** Opening Information given block **

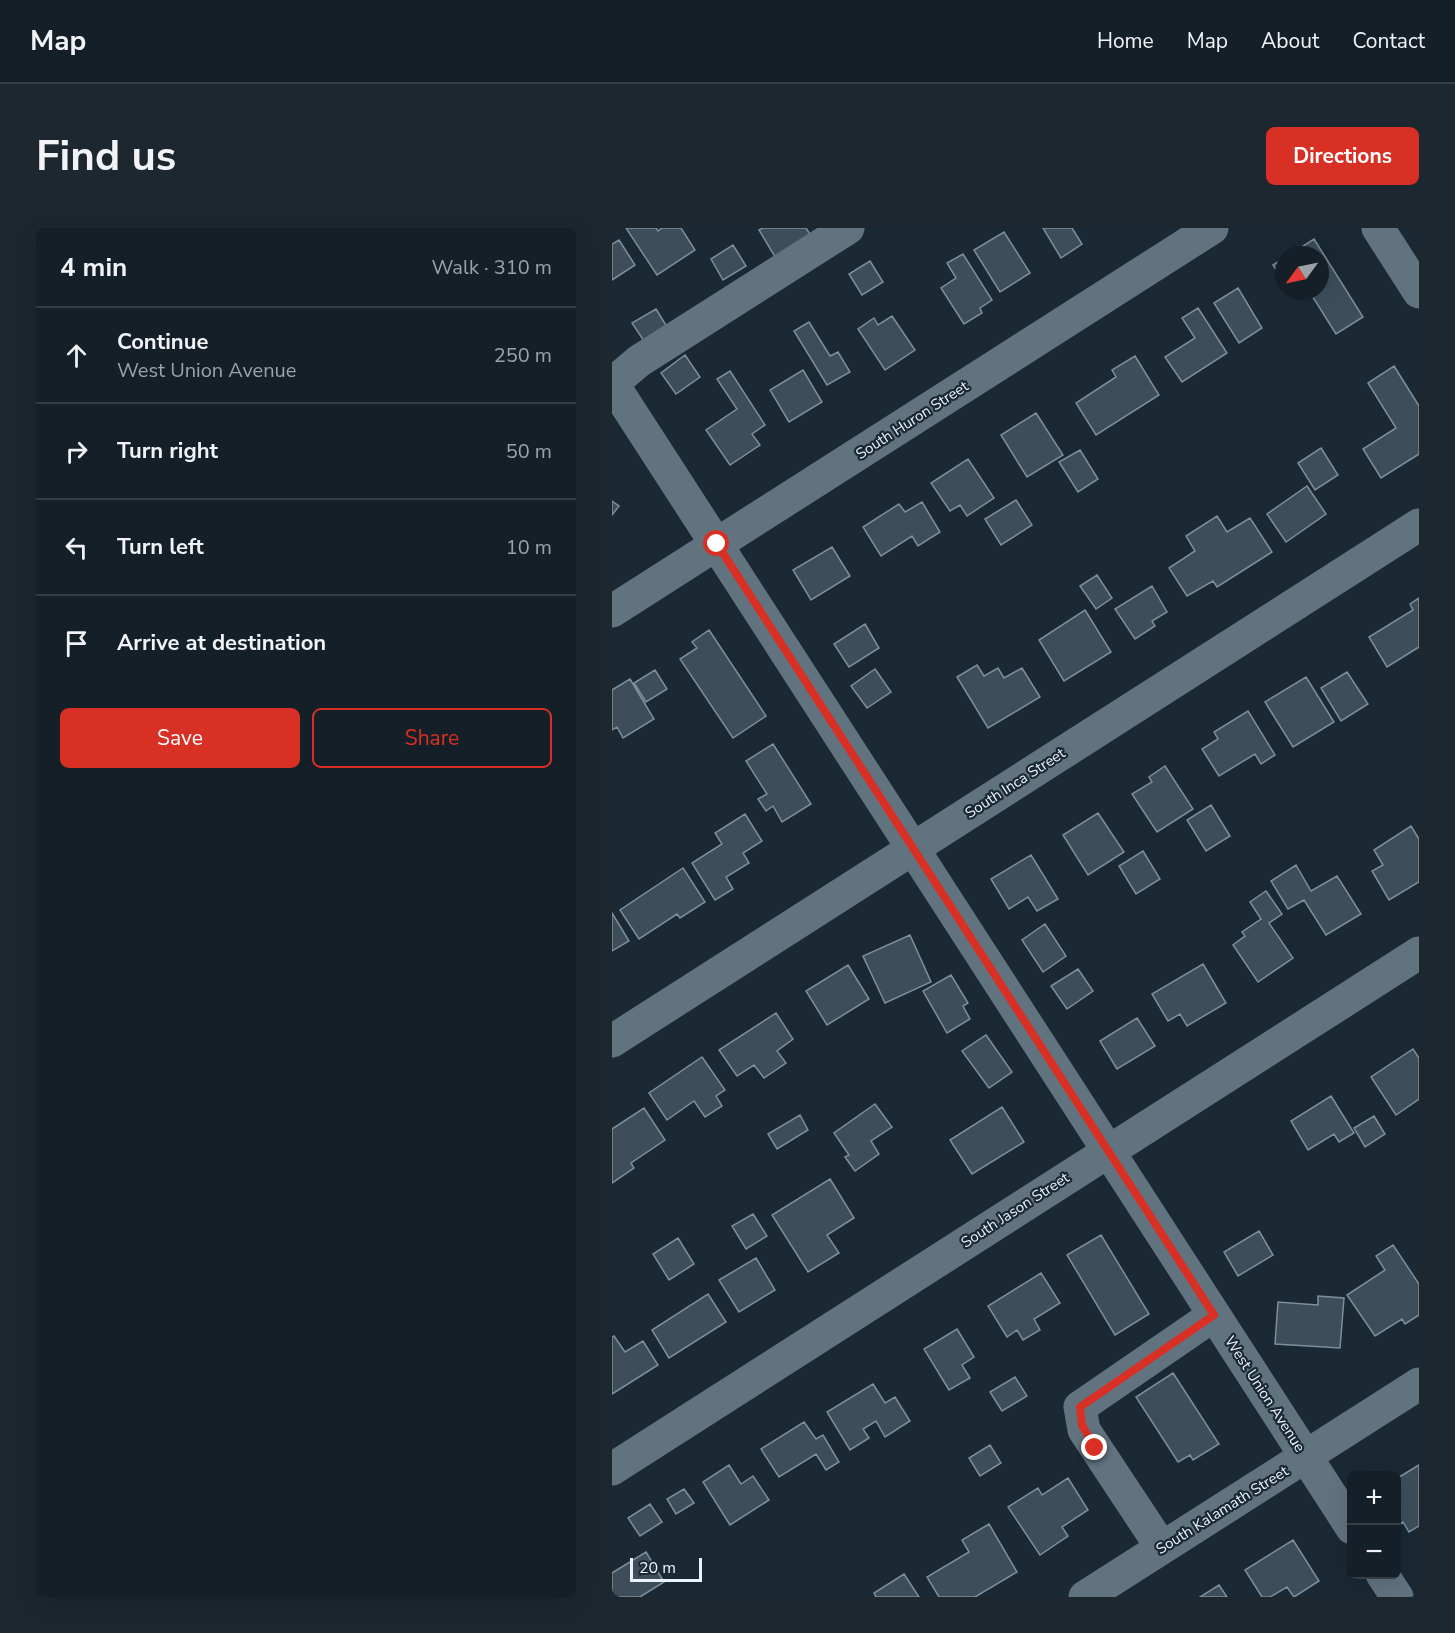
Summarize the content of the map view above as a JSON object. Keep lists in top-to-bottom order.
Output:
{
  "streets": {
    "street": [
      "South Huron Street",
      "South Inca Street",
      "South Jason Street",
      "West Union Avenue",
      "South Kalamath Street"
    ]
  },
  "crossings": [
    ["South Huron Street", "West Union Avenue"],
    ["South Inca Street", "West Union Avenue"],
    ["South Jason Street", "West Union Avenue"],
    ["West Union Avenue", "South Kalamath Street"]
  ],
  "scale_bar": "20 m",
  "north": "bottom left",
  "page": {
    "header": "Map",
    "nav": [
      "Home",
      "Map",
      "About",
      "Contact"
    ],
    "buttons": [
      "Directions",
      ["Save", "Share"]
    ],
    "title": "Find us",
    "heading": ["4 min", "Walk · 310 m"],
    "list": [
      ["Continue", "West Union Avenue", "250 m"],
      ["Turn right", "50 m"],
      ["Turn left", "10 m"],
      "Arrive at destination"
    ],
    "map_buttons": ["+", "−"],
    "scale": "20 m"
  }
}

** Closing Information given block **

(Exercise): Without the pictures, print the whole listing exactly as given.

(Solved exercise):
Summarize the content of the map view above as a JSON object. Keep lists in top-to-bottom order.
Output:
{
  "streets": {
    "street": [
      "South Huron Street",
      "South Inca Street",
      "South Jason Street",
      "West Union Avenue",
      "South Kalamath Street"
    ]
  },
  "crossings": [
    ["South Huron Street", "West Union Avenue"],
    ["South Inca Street", "West Union Avenue"],
    ["South Jason Street", "West Union Avenue"],
    ["West Union Avenue", "South Kalamath Street"]
  ],
  "scale_bar": "20 m",
  "north": "bottom left",
  "page": {
    "header": "Map",
    "nav": [
      "Home",
      "Map",
      "About",
      "Contact"
    ],
    "buttons": [
      "Directions",
      ["Save", "Share"]
    ],
    "title": "Find us",
    "heading": ["4 min", "Walk · 310 m"],
    "list": [
      ["Continue", "West Union Avenue", "250 m"],
      ["Turn right", "50 m"],
      ["Turn left", "10 m"],
      "Arrive at destination"
    ],
    "map_buttons": ["+", "−"],
    "scale": "20 m"
  }
}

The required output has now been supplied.